The Country We Deserve
It's not the past that should worry us this Fourth. It's the future.
1. The Country We Deserve
Everyone should read Tim Miller’s stirring “Be the Signal” message. It’s the essay America needs right now, even if it’s not the message we deserve.
What do we deserve? That message would not be so stirring.
Here is a public statement from a sitting member of Congress—that august body which our Founders fought and died to create—on July 3:
This gentleman and his two dozen co-sponsors seem to be ignorant of some basic facts, including:
The military already mandates many, many vaccines.
A soldier cannot “quit” the military.
So: Either these duly elected representatives of The People do not understand the military they are charged with helping to oversee. Or they do understand, and are posturing on a subject that is still killing 200 Americans a day.
Yes, 200 deaths seems like a small number compared with the worst of this pandemic, when 4,000 people were dying every day. But for scale, imagine two of the Surfside condo buildings collapsing, every day. Because that is still what COVID is doing.
And yet, not only will Rep. Massie pay no political price for this act—he will be rewarded for it by the constituents who have provided him with an average margin of +34 points in his five elections.
There are people in this country—scores of millions of them—who want this sort of leadership.
2. A Capitol Fourth
The PBS cavalcade of stars is my go-to Fourth of July program, a midsummer’s version of Dick Clark’s New Year’s Rockin’ Eve.
Last night’s show was . . . odd. A halfway house to normal.
People had returned to the Mall for the fireworks, but in smaller numbers. The production had live elements, but also many pre-taped segments.
I couldn’t help but wonder what Vladimir Putin or Xi Jinping would think had watched it.
Here you had an America clearly in transition out of the pandemic after losing more than 600,000 souls. The event was taking place literally on the same ground which had been—six months prior—the site of an attempted coup.
And yet the show went on with only elliptical references to the former and not a word about the latter.

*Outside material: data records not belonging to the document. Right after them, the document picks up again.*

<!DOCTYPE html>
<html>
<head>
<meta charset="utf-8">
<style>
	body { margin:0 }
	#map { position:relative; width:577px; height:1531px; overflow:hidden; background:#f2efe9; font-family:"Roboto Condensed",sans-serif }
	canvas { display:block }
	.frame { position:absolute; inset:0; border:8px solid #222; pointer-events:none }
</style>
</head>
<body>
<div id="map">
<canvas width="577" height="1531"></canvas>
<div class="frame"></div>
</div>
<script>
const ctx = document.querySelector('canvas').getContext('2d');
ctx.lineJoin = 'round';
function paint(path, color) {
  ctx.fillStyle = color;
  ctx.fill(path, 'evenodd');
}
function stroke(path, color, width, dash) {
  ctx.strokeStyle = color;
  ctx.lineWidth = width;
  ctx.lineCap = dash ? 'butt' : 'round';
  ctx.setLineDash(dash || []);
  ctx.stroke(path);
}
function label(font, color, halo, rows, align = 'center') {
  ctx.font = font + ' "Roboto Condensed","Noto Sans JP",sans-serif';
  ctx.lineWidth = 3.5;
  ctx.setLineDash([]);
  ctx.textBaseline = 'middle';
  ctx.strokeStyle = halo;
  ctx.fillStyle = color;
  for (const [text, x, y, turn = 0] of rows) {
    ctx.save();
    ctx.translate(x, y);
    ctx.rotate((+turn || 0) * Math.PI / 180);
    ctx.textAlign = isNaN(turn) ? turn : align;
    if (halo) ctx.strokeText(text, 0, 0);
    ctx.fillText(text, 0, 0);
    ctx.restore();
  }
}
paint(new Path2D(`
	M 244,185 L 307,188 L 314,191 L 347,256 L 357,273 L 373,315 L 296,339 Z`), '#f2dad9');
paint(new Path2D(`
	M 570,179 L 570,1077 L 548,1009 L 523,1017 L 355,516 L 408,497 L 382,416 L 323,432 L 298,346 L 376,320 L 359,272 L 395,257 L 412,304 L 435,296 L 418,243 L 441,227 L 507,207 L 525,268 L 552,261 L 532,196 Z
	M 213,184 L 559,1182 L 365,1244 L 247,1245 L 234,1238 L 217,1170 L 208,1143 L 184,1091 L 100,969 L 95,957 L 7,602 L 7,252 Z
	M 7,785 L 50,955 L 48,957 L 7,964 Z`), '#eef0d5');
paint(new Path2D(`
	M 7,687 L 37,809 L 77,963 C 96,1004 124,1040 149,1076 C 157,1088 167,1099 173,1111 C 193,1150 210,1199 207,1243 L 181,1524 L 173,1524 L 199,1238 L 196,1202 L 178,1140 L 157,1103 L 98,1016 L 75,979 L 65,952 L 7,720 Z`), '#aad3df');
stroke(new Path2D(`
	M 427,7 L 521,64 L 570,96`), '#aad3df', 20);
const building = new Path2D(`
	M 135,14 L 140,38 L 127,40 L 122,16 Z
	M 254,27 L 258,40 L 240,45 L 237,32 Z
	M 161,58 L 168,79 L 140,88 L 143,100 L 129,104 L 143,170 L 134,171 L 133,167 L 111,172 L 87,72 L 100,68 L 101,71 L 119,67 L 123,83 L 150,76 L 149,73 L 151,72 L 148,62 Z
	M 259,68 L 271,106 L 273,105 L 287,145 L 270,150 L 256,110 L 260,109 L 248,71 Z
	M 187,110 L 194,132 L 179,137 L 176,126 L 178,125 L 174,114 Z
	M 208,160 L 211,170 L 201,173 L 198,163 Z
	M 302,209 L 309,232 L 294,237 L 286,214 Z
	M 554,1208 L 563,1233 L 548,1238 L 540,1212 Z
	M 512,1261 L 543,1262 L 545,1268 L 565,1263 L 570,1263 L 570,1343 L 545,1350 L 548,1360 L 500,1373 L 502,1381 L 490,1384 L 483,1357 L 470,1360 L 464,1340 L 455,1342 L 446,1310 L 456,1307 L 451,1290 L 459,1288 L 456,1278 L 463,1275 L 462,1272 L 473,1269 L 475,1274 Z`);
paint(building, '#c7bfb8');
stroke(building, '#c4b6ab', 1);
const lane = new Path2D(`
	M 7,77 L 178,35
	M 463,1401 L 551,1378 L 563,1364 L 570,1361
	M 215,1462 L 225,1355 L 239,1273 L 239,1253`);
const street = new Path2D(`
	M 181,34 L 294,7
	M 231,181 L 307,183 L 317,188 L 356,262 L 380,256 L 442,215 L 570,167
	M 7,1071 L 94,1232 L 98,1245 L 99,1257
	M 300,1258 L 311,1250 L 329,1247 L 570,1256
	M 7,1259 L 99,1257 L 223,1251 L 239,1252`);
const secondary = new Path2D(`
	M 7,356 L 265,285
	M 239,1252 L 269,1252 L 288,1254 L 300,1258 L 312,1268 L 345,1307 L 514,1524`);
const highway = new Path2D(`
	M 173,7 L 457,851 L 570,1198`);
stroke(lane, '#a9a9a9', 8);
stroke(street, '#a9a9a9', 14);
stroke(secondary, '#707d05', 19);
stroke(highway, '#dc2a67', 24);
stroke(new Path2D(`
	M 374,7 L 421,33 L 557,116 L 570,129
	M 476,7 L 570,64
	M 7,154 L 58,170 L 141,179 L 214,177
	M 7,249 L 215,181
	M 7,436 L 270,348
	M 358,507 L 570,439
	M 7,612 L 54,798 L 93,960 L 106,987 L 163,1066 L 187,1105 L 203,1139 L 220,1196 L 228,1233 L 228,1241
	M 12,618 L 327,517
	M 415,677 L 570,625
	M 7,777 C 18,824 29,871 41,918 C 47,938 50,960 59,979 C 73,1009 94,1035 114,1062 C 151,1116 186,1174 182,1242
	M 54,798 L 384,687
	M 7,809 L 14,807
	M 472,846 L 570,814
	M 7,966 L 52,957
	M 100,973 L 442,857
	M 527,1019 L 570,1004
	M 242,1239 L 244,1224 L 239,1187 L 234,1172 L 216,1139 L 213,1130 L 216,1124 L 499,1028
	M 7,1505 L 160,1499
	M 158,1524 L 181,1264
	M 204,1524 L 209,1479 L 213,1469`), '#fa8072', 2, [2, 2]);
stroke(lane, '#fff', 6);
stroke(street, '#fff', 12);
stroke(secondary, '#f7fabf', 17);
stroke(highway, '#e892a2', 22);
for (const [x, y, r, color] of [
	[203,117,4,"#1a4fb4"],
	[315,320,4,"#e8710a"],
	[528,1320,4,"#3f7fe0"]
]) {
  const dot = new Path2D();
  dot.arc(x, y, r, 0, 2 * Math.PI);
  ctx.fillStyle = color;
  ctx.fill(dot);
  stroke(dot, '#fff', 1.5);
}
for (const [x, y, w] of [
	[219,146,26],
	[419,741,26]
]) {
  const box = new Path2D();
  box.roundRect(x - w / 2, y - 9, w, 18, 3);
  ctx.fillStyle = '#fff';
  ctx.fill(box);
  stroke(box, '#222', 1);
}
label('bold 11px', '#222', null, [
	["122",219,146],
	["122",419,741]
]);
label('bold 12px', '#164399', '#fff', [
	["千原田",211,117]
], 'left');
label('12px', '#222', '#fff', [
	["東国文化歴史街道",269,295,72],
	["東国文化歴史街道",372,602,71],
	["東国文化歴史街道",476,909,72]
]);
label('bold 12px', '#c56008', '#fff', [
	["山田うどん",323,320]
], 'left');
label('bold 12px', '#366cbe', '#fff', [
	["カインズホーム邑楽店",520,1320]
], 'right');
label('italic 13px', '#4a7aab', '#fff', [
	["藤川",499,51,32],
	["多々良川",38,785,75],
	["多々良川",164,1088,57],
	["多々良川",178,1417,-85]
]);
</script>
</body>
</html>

All the while, Americans danced on the Mall, grinning and preening for the cameras and a chance to be on TV. Decked out in novelty red-white-and-blue sunglasses and cardboard hats.
If you wanted to, you could say that this is evidence of America’s irrepressible optimism. That it is the forward-looking nature of our culture. That we are the birthplace of Ted Lasso.
And maybe that’s true. I’d like it to be true.
Another interpretation is that it’s all whistling past the graveyard. Putting on a brave face because that’s the only thing to be done.
That wouldn’t be so bad.
But the other possibility is that we are, as a body politic, too dim to understand what is happening, right now. And that even if the country did understand, we’re too decadent to do anything about it.
I know, I know. Be the Signal! America F@*k Yeah!
So enjoy this last bit of post-Fourth leisure, I guess.
But come back tomorrow, with your eyes wide open, and ready to work to save this thing of ours.
3. Twitter
This Caitlin Flanagan piece on getting off of Twitter is really good:
I know I’m an addict because Twitter hacked itself so deep into my circuitry that it interrupted the very formation of my thoughts. Twenty years of journalism taught me to hit a word count almost without checking the numbers at the bottom of the screen. But now a corporation that operates against my best interests has me thinking in 280 characters. . . .
God knows my heroes wouldn’t have gone down this road. George Orwell on Twitter? I doubt it.
6 a.m.: An Elephant is rampaging through the bazaar. I’m asked to help. What the Hell can I do about it? I will go take a look.
Noon: Lunch was a tin of kippers sent by @Mimsy207. Thanks, Mimsy! Felt like we were at the same table. Come to Burma? Please?
10 p.m.: Can’t get that damn elephant out of my mind.
Surely Joan Didion has confronted her share of aggravations (cucumber slices not adhering to tea sandwiches; Lynn Nesbit calling during NewsHour; latest Celine sunnies too big for tiny, exquisite face). But would she ever take to Twitter to inscribe these frustrations onto the ticker tape of the infinite? Of course not. She would either shape them into imperishable personal essays or allow them to float past her and return to the place from which they came.